Die Zeitschrift "Ulk" war ein Satireblatt, welches in diesem Zeitraum von niemand geringeren als Kurt Tucholsky herausgebracht wurde. Bei Satire muss man immer darauf achten, dass hier gerne die Technik der Kontrapunktierung genutzt wird, also es wird genau das Gegenteil von dem gesagt, was eigentlich gemeint ist.
Wir sehen im Hintergrund eine menge Gräber. Diese stehen klar für die vielen Toten des Krieges. im Vordergrund flattert der Frieden im Wind (pax - lat. Frieden) und wird von einer hungernden Gestalt fast erstaunend angesehen. Am Stab liegt ein Zettel mit 14 Punkten. Dabei hast du wahrscheinlich auf Wilson geschlossen. Der amerikanische Präsident machte diesen Plan bereits 1917, noch vor dem Eintritt der USA in den Krieg. Einige seiner Forderungen waren:
- Gründung eines Verbandes der Nationen (später Völkerbund)
- militärische Abrüstung aller europäischen Staaten
- Selbstbestimmungsrecht der Nationen
- Gebietsveränderungen (Elsass-Lothringen zu Frankreich, Wiederherstellung Belgiens, Aufteilung von Österreich und Ungarn)

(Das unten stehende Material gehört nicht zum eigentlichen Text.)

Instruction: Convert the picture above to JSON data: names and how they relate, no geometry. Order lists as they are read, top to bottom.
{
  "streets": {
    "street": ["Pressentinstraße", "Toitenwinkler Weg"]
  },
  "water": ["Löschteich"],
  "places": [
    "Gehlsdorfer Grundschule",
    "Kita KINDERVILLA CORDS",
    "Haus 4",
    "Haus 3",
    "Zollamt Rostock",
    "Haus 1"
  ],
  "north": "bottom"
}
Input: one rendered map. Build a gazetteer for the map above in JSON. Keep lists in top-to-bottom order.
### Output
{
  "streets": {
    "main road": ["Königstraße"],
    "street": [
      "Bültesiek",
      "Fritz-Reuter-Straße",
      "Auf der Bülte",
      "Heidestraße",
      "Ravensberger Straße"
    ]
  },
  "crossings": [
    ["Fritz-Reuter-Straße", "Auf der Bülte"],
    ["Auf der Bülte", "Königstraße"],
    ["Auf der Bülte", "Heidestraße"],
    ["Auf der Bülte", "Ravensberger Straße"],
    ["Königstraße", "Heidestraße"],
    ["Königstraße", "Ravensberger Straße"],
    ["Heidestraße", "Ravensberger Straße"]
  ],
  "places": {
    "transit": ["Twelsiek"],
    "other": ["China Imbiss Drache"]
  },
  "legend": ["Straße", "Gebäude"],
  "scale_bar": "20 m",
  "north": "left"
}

Das Deutsche Kaiserreich lehnte diese Möglichkeit des Friedens jedoch ab, da eine Niederlage in dieser Zeit noch nicht vollständig abzusehen war.
Wahrscheinlich kritisiert der Zeichner hier die untragbaren Bedingungen des Versailler Vertrages. Er prophezeit Hunger und Elend der deutschen Bevölkerung. Wilsons 14 Punkte könnten hier als eine Art Sündenbock agieren. Jedoch wurden kaum die Punkte so umgesetzt, wie Wilson es beabsichtigte. Beispielsweise war der Völkerbund eine eher lose Verbindung der Staaten, die eigene, nationale Interessen verfolgen.
Die Einschränkungen des Versailler Vertrages war für die Deutschen eine unglaubliche Belastung. Dieser Frieden war demnach für die Deutschen keineswegs eine Erleichterung (Aufstieg radikaler Kräfte, enorme Reparationszahlungen, Hyperinflation, Ruhrbesetzung...).
Die deutsche Bevölkerung konnte durch den Frieden leider nicht zur Ruhe kommen. Die Armut und das Elend stieg in der jungen Weimarer Republik rasch an und nährte den Boden für jene Kräfte, die einige Jahre später Deutschland wiederum in einen Krieg führen sollten.
Der Frieden ist also von Beginn an nur ein leichtes Rascheln im Wind. Keine feste und entschlossene Festung, sondern ein leichtes, schwaches Gebilde, welches vom Wind fast weggeblasen wird. Und das Volk muss hungernd zusehen!
Ich denke das ist die Aussage deines Bildes.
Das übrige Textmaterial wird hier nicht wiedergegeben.